I ended up going with the second one, because it seemed much more appealing and easy to pick up, while also staying challenging.

This mechanic presented some challenges with that idea, though. When there’s a large group of rexes of one color and another one of another color in the middle, getting it out is frustratingly hard. This is due to the avoidance in their pathfinding, which I enabled so they wouldn’t all follow the same path and end up overlaping each other. This caused problems though, cause even if the other rexes weren’t following your cursor, they would still bump into the rex you were trying to attract.

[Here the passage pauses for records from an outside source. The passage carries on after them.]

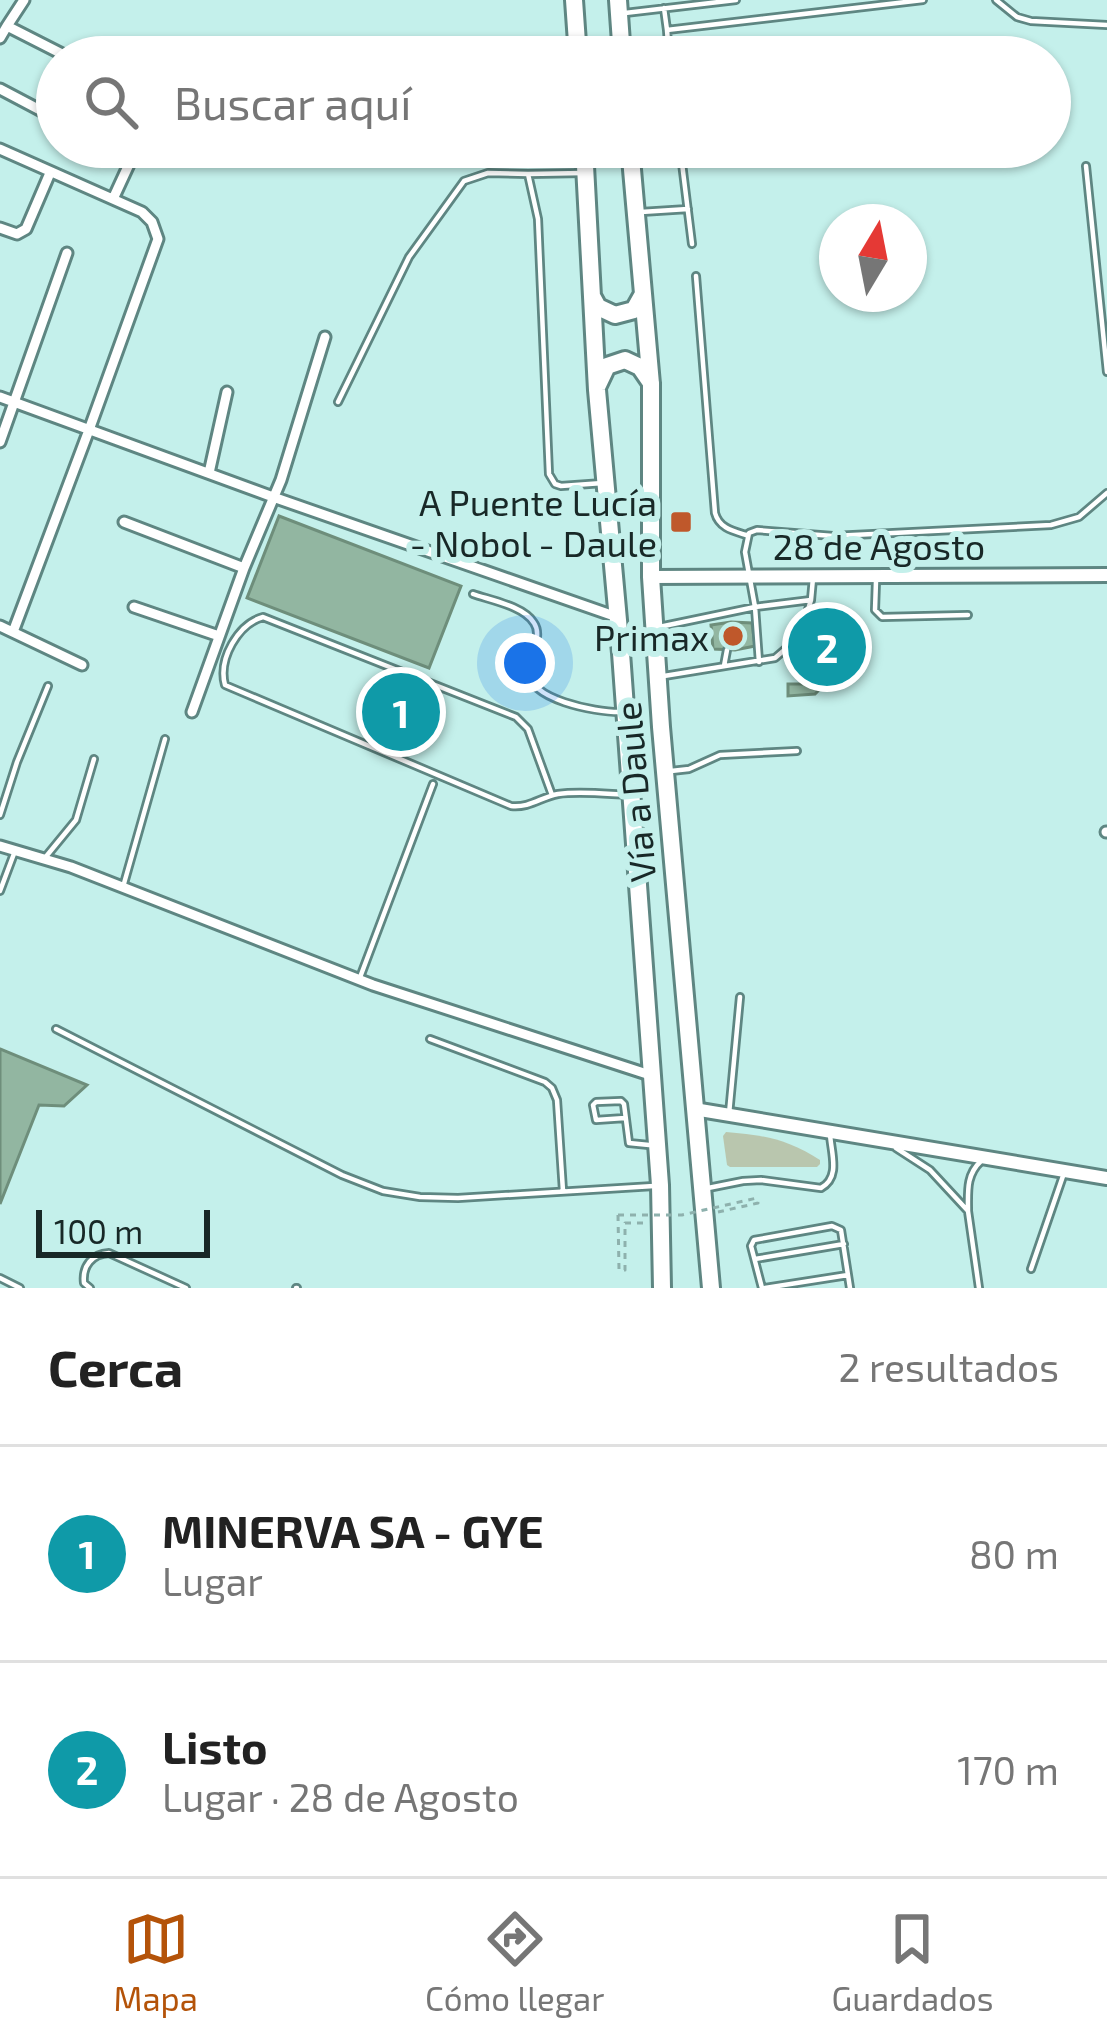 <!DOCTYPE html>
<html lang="es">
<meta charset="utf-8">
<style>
body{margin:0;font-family:"Exo 2",sans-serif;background:#f2f2f2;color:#222}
.compass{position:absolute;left:819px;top:204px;width:108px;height:108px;border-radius:50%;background:#fff;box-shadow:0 3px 9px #0004;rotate:10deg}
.scale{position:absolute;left:36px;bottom:30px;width:174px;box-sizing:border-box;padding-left:12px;border:6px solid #182827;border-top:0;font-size:33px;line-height:42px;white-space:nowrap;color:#182827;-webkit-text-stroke:9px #c4f0eb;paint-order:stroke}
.you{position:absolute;left:525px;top:663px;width:42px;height:42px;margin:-30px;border:9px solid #fff;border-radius:50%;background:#1a73e8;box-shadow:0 0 0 18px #1a73e833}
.badge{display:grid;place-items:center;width:78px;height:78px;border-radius:50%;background:#b45309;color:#fff;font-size:39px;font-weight:700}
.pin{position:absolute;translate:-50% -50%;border:6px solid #fff;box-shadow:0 3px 12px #0006}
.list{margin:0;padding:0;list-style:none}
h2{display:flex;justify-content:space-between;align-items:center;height:156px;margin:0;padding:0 48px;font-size:51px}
h2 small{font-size:39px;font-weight:400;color:#767676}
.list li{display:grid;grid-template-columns:78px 1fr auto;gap:36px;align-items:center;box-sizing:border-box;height:216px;padding:0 48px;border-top:3px solid #e0e0e0}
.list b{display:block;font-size:45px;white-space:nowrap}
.list p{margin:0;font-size:39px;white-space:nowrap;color:#767676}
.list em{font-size:39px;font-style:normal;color:#767676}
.icon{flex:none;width:66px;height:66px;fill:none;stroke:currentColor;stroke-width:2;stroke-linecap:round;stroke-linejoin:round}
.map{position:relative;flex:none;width:1107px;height:1288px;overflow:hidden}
.search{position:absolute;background:#fff;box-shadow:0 3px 9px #0004;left:36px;right:36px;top:36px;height:132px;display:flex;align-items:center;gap:30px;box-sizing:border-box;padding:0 42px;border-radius:66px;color:#767676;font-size:45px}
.sheet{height:588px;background:#fff}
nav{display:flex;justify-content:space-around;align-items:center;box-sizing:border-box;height:168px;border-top:3px solid #e0e0e0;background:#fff;font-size:33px;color:#767676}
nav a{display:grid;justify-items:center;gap:6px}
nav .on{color:#b45309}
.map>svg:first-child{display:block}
.green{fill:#b9c6ae}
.building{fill:#92b6a1;stroke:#6e8e7b;stroke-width:3}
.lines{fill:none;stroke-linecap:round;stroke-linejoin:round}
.service-casing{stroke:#5e8682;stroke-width:10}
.minor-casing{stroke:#5e8682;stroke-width:15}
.tertiary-casing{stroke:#5e8682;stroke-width:18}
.trunk-casing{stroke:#5e8682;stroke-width:22}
.path{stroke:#8eb1ad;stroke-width:3;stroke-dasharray:6 6;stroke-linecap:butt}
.service{stroke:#fff;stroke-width:4.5}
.minor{stroke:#fff;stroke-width:9}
.tertiary{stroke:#fff;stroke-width:12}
.trunk{stroke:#fff;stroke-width:16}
.path-bridge{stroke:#8eb1ad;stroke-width:3;stroke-dasharray:6 6;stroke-linecap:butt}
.poi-dot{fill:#bf582b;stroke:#c4f0eb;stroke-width:4.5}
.labels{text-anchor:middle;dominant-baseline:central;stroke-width:12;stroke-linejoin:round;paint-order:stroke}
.poi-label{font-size:36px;fill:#182827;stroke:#c4f0eb;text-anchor:end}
.street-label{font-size:36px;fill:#182827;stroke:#c4f0eb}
</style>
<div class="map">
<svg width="1107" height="1288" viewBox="0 0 1107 1288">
<rect width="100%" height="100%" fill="#c4f0eb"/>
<!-- green -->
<path class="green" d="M 726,1132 C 764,1135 787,1139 820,1160 L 820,1164 L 817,1167 L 730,1167 L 727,1165 L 723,1136 Z"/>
<!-- building -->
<path class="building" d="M 279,516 L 461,586 L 429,668 L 247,598 Z
M 731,622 L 752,623 L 755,646 L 735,650 L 713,649 L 711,625 Z
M 834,628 L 836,672 L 815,694 L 788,696 L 788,684 L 802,684 L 820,665 L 817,630 Z
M 398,671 L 434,685 L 403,754 L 369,738 Z
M 0,1049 L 87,1085 L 64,1106 L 39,1105 L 0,1204 Z"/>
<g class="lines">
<!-- service casing -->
<g class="service-casing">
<path id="service" d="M 996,0 L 1017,17 L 1031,21 L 1107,25
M 664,8 L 667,30
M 625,13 L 736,0
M 669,57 L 667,30 L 923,0
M 680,147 L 692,244
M 1086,166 L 1107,372
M 528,174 L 583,173
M 641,212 L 688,209
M 696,276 L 715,513 C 719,528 733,531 746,535
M 338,402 L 409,257 L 464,181 L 488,173 L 528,174 L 538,219 L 549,474 L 555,484 L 561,486 L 603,483
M 876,581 L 875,610 L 882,617 L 968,615
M 473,594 C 490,600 524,606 534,623 C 543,636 530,655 529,670 C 527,700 596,712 619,712
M 659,627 L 755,607 L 811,600
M 759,662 L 755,607 L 745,552 L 749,533 L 757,530 L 833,536 L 1051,525 L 1079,517 L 1107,493
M 724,666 L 727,650
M 664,676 L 775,658 L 789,646 L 802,629 L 811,600 L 813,578
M 671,771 L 689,769 L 720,755 L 797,751
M 552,795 L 528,729 L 516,717 L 263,617 C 238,624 218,659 225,685 L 511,806 C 530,808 541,797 558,794 C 581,791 606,794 628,795
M 0,815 L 17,762 L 48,686
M 44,859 L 76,820 L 94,759
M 123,887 L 165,739
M 0,891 L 15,851
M 359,980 L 433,784
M 56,1029 L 342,1175 L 383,1191 L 420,1197 L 458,1198 L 654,1186
M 430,1039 L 545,1082 L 552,1088 L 557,1100 L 563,1191
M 729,1114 L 740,997
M 625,1118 L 596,1120 L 593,1105 L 596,1102 L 621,1101 L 624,1104 L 629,1143 L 649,1145
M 896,1148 L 930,1170 L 968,1211 L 979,1288
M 708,1188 L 743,1181 L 761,1180 L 821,1188 C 841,1177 831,1153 830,1134
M 968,1211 C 968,1191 966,1175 981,1161
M 755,1259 L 844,1244
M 1031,1269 L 1063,1176
M 0,1278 L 20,1288
M 90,1288 L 84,1283 C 82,1266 92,1254 109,1253 L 186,1288
M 296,1288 L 297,1288
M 762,1288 L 751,1246 L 754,1240 L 832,1226 L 841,1230 L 850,1288
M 765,1288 L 848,1275"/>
</g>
<!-- minor casing -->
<g class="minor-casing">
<path id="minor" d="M 7,26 L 24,0
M 0,38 L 7,26 L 68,57
M 0,89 L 57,119
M 110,147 L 132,159
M 0,149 L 142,212 L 152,222 L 158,239 L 89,430 L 13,632
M 113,199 L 137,147
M 0,228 L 17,234 L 26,229 L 50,173
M 0,397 L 273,497 L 617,617
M 0,442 L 67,253
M 209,473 L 227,392
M 124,522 L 244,568
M 134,607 L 219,636
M 0,626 L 82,665
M 192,712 L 244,568 L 281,480 L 325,337
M 1106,832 L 1107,832
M 0,846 L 71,867 L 373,985 L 650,1075"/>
</g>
<!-- tertiary casing -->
<g class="tertiary-casing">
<path id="tertiary" d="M 651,577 L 1107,575
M 694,1109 L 1107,1178"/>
</g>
<!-- trunk casing -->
<g class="trunk-casing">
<path id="trunk" d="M 574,0 L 578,57
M 618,0 L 622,57
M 584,147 L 597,390 L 621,653 L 660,1185 L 662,1288
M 630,147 L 651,384 L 651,577 L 661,727 L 711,1288
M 592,296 L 598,307 L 615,315 L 634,310 L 643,294
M 598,385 L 607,366 L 625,360 L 640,367 L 651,383"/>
</g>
<!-- path -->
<path class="path" d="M 718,1212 L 758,1203 L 757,1198
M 618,1215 L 619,1270 L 625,1270 L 625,1223 L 647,1223"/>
<!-- service -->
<use href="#service" class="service"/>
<!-- minor -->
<use href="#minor" class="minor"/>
<!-- tertiary -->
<use href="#tertiary" class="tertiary"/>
<!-- trunk -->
<use href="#trunk" class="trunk"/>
<!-- path-bridge -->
<path class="path-bridge" d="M 618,1215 L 682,1215 L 757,1198"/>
</g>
<!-- markers -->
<g class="poi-dot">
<rect x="669" y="510" width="24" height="24" rx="6"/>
<circle cx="733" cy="636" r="12"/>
</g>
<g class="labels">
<!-- poi labels -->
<g class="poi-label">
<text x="657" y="501">A Puente Lucía<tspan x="657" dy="41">- Nobol - Daule</tspan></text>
<text x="709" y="636">Primax</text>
</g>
<!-- street labels -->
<g class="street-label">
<text x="879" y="545">28 de Agosto</text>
<text transform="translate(634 792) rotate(-95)">Vía a Daule</text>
</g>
</g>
</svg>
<svg class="compass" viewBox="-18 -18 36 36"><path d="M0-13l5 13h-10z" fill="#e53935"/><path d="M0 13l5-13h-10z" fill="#767676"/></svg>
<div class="scale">100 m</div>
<div class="you"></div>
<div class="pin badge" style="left:401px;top:712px;background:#0f9aa8">1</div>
<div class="pin badge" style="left:827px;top:647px;background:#0f9aa8">2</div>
<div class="search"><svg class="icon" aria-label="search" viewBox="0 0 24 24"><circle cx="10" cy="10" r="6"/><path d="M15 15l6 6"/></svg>Buscar aquí</div>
</div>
<section class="sheet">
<h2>Cerca<small>2 resultados</small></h2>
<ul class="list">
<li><span class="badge" style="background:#0f9aa8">1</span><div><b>MINERVA SA - GYE</b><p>Lugar</p></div><em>80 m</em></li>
<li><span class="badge" style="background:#0f9aa8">2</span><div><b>Listo</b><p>Lugar · 28 de Agosto</p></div><em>170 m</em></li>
</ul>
</section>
<nav>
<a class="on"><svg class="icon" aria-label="map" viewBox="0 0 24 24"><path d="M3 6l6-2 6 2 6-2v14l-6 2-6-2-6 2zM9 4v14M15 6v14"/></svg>Mapa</a>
<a><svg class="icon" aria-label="directions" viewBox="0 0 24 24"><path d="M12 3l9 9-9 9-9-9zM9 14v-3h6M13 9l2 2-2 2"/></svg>Cómo llegar</a>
<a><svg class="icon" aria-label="saved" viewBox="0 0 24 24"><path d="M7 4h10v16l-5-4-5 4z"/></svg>Guardados</a>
</nav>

I wasn’t sure how to fix this. If I disabled avoidance, they would all bunch up in the same spot. If I enabled avoidance only when following the cursor, it would cause problems when they’re just wandering around. I ended up coming up with a solution I’m pretty proud of: each color of rex is in their own avoidance layer, only avoiding rexes of their same color. This kept them from looking weird, but still allowed to nicely separate them froim a group.

The day the Jam category of Ludum Dare ended, I had this:

Complete with 3 different levels all composing a big map in the main menu, it felt pretty complete for a game jam game.

I found the music at opengameart.org. It’s made by Zane Little Music, and it’s AMAZING. As someone who struggles with music, I was trying to find some on opengameart, and it took a while. But when I found this one and the main menu one (both by Zane), I was incredibly happy. It fits the silliness of the game perfectly. One thing I made to make it feel more tense is increase the speed and pitch of the music when you’re about to lose. This also serves as a warning, in case you haven’t noticed.

It’s honestly been a while since I’ve had this smooth of an experience with a game jam, or a game, even. I’m really proud of what it turned out like, and for finally submitting to a Ludum Dare. THANK YOU Ludum Dare for having an actually good theme… It’s rare these days.